Each line in the records below that has the word "Nuorisosäätiön" should be copied.

(Stored data)
=== Section Start ===
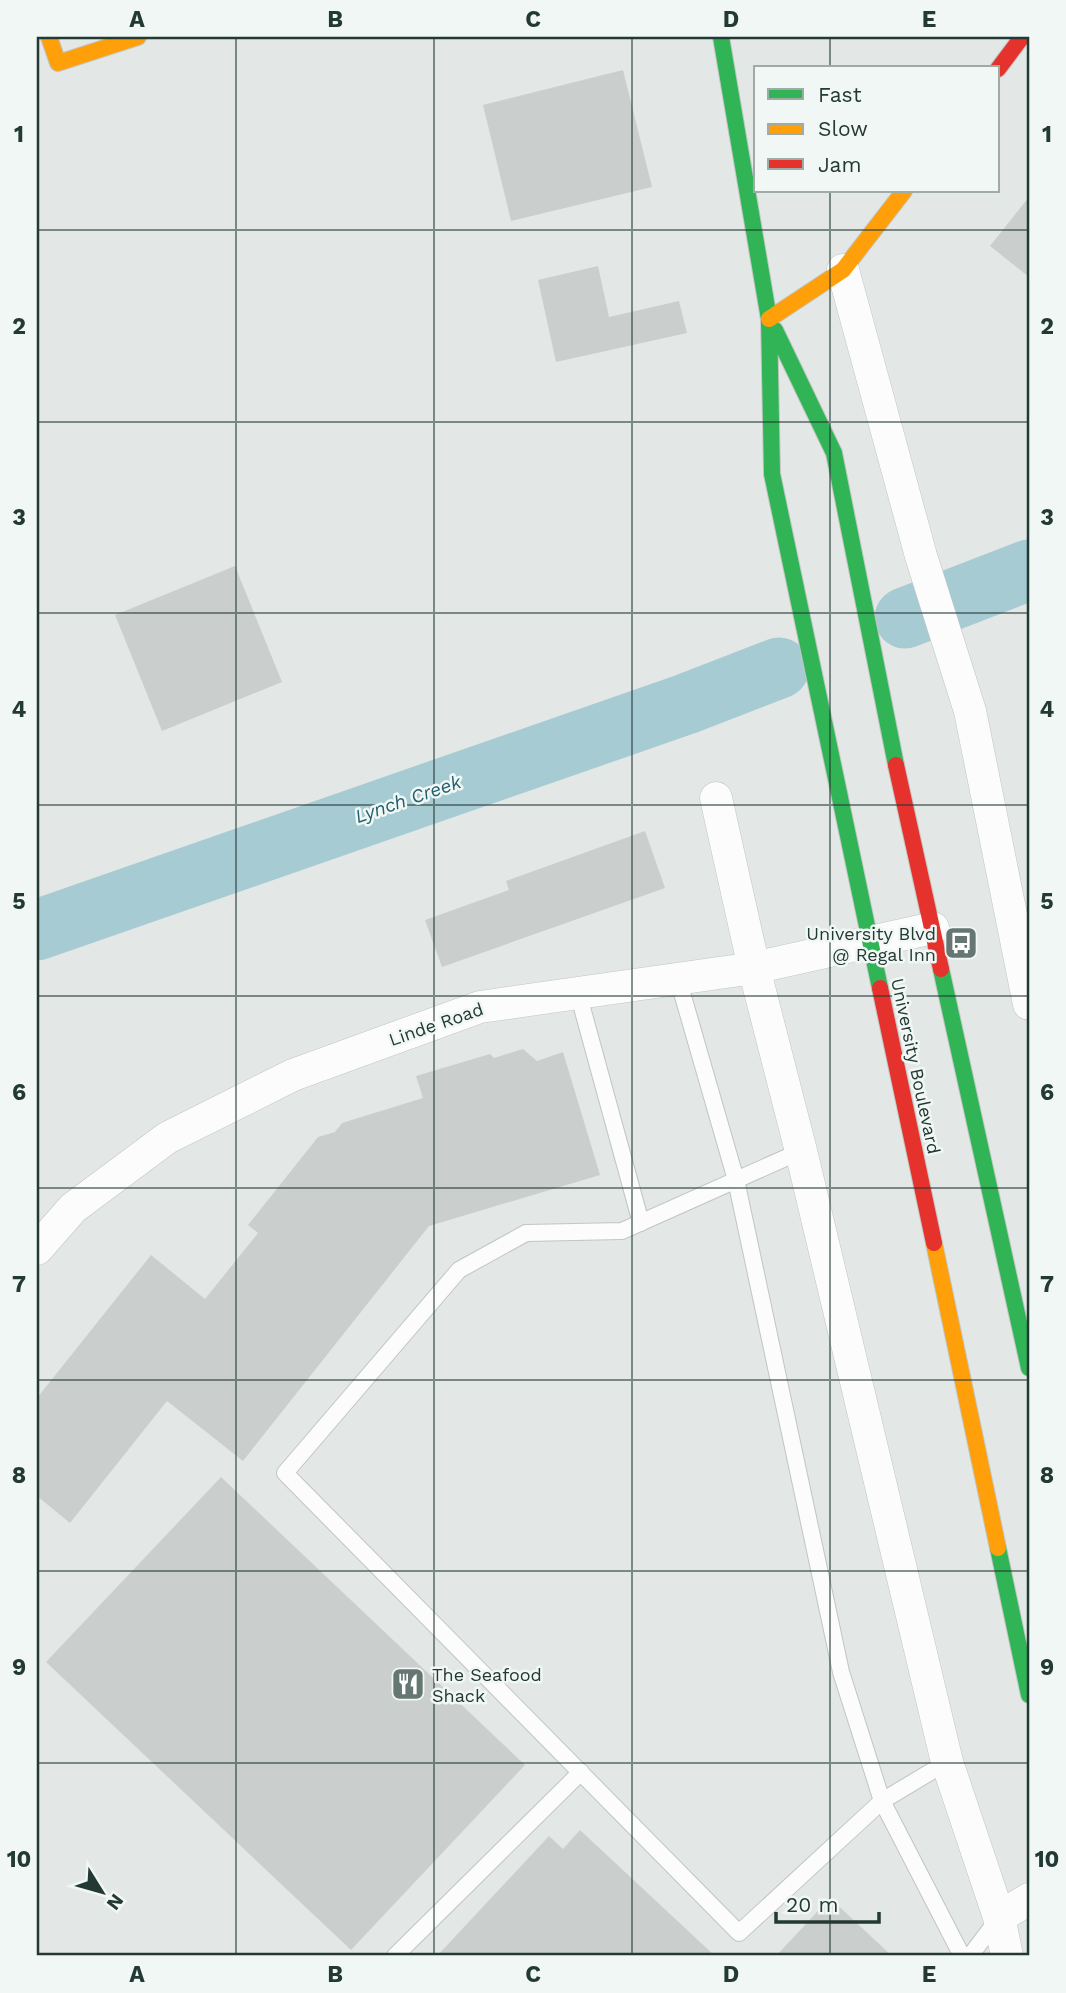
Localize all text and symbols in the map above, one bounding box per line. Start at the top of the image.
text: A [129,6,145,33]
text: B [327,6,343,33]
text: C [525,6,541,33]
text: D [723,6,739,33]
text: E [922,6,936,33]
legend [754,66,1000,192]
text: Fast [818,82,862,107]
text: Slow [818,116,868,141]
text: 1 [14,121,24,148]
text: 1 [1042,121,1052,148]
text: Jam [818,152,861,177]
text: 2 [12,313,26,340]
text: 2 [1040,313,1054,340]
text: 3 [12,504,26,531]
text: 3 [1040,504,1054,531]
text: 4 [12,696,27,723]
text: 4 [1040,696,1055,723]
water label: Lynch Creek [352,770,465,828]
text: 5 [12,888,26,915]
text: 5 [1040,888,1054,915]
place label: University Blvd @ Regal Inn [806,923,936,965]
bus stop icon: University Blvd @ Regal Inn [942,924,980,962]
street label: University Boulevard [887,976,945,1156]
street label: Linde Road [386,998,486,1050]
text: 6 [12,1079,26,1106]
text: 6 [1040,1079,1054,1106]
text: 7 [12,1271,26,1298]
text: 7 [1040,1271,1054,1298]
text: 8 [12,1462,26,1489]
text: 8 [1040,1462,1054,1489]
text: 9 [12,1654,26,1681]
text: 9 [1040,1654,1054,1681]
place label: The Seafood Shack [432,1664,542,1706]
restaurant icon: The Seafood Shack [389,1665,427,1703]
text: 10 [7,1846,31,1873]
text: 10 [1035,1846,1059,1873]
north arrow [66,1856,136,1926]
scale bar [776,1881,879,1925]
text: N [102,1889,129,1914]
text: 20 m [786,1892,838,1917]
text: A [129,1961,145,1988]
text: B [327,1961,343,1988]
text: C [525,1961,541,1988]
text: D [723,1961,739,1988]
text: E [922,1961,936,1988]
=== Section End ===
=== Section Start ===
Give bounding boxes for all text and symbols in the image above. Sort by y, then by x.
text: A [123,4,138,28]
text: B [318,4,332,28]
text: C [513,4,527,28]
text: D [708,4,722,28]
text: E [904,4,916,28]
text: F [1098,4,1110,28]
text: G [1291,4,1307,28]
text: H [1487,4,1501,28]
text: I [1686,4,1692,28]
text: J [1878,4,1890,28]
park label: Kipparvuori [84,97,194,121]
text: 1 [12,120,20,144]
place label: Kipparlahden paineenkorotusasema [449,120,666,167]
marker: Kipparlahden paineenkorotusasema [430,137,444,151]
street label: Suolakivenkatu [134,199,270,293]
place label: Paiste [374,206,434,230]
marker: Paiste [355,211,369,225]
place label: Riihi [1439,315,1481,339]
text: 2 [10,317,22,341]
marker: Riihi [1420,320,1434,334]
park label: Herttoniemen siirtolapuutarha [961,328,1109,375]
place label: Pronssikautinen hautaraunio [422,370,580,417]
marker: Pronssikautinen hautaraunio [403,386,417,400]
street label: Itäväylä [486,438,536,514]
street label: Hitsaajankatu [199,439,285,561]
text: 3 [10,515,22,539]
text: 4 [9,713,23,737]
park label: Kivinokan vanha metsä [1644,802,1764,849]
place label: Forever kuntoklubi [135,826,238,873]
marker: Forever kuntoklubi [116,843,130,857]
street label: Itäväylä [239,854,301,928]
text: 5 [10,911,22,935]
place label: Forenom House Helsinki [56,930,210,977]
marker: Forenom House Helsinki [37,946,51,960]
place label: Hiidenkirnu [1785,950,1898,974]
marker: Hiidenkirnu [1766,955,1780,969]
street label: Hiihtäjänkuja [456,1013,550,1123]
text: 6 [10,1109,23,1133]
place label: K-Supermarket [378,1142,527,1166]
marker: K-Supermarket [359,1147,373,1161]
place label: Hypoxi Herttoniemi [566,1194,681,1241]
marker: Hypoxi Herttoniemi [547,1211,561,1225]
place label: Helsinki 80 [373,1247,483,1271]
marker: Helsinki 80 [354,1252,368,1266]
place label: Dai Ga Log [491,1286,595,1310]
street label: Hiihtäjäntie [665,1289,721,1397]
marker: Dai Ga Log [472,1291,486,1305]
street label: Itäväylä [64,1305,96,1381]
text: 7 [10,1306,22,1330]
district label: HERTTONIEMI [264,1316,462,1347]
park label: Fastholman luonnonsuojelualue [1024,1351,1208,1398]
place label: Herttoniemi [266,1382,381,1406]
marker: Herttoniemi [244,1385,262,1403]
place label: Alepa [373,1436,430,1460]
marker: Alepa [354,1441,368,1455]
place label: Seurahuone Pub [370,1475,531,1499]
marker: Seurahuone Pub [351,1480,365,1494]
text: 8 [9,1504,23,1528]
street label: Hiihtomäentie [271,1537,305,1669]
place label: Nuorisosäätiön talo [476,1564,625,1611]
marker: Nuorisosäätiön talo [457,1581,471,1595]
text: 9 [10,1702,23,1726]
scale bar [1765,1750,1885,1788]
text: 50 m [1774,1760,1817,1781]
=== Section End ===
▸ **Problem solution**
place label: Nuorisosäätiön talo [476,1564,625,1611]
marker: Nuorisosäätiön talo [457,1581,471,1595]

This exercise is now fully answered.